### [TASK PROMPT]
Pull each line containing "function" out of the data and copy it.

### [EXERCISE MATERIAL]
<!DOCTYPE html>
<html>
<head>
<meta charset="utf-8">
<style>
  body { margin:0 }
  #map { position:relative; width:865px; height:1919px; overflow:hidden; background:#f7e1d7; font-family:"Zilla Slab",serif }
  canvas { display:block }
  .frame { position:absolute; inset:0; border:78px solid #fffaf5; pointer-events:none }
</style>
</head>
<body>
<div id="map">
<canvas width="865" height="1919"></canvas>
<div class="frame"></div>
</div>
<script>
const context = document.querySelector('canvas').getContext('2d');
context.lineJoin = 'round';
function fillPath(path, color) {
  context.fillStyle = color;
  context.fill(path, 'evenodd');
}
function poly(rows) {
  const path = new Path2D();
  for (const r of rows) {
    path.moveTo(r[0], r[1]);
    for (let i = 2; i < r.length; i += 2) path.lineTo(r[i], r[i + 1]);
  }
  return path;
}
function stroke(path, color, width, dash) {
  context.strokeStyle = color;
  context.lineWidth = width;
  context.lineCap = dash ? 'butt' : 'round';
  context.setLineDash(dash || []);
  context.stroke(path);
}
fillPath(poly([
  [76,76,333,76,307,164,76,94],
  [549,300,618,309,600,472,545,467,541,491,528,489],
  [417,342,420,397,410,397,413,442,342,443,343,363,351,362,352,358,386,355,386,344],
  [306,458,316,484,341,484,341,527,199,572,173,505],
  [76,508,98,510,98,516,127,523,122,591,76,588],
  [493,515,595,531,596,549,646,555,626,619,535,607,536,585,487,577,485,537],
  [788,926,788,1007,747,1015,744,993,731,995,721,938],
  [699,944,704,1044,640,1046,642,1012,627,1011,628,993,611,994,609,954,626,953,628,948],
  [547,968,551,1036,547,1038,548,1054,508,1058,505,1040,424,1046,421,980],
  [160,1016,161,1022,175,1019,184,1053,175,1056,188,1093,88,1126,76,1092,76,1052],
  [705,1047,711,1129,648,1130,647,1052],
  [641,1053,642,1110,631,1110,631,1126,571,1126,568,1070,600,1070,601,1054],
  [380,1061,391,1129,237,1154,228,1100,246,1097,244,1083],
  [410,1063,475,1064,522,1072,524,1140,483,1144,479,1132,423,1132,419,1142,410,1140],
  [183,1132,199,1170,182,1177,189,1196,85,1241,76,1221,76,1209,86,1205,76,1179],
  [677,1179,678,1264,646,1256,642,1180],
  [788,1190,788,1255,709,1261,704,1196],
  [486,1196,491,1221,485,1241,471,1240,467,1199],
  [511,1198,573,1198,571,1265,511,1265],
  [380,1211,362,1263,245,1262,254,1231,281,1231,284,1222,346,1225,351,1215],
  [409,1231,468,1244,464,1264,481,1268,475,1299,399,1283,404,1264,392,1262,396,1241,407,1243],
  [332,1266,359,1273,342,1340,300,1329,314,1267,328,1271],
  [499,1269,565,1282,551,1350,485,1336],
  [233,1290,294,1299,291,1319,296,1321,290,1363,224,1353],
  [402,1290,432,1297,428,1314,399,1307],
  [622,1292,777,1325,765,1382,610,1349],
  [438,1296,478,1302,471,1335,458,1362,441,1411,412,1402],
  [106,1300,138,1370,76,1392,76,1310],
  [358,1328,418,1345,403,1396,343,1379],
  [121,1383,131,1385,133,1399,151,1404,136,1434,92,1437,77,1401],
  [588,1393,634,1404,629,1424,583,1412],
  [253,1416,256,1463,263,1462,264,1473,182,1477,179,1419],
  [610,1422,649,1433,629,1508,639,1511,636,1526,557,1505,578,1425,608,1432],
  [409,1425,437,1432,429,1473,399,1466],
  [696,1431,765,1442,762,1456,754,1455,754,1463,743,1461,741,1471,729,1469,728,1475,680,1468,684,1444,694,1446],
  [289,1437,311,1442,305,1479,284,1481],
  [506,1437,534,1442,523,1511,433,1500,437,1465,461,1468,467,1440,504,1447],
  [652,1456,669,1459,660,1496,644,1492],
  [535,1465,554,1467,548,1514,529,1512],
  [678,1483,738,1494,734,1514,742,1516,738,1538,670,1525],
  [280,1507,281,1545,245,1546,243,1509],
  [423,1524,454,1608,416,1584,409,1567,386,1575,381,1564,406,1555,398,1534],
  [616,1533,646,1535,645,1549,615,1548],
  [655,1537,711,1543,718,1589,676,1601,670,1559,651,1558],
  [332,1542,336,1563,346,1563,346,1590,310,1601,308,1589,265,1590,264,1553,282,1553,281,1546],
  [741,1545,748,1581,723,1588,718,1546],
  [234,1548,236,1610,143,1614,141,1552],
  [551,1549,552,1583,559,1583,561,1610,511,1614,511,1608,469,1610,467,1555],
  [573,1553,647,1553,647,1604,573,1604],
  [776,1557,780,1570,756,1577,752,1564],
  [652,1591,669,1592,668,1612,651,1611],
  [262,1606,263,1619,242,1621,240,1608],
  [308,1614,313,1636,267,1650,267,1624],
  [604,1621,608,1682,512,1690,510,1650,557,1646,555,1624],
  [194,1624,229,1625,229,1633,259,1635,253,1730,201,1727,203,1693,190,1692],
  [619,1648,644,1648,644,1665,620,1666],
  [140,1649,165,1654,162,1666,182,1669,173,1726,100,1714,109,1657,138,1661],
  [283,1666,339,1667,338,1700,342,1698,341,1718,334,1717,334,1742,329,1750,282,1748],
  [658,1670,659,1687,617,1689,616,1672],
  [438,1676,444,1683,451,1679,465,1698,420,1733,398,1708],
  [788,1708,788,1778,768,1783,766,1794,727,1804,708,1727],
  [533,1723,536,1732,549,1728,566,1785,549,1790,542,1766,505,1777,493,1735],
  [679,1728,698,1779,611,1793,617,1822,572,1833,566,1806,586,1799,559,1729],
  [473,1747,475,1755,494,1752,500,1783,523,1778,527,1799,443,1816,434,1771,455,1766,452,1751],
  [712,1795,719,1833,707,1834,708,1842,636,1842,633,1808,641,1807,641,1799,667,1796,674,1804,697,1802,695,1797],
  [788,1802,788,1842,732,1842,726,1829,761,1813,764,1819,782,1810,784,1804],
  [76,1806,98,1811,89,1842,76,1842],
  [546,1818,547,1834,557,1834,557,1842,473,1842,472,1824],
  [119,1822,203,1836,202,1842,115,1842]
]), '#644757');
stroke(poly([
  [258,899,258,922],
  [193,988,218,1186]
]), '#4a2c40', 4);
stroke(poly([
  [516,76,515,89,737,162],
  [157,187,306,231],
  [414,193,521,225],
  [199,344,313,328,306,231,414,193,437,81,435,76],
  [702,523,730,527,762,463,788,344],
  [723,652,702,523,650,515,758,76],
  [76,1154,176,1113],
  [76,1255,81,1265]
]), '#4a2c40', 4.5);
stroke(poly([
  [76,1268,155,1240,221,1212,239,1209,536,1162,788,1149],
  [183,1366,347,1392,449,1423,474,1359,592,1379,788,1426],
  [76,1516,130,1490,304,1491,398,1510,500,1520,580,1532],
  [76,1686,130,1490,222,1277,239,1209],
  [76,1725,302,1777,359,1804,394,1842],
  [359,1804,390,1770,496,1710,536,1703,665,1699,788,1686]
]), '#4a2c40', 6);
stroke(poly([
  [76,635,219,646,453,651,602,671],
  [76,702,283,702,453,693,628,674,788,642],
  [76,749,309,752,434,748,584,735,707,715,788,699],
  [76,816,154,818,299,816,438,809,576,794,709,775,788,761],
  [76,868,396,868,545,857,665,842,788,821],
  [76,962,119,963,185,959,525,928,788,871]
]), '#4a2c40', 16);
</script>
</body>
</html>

### [ANSWER SPACE]
function fillPath(path, color) {
function poly(rows) {
function stroke(path, color, width, dash) {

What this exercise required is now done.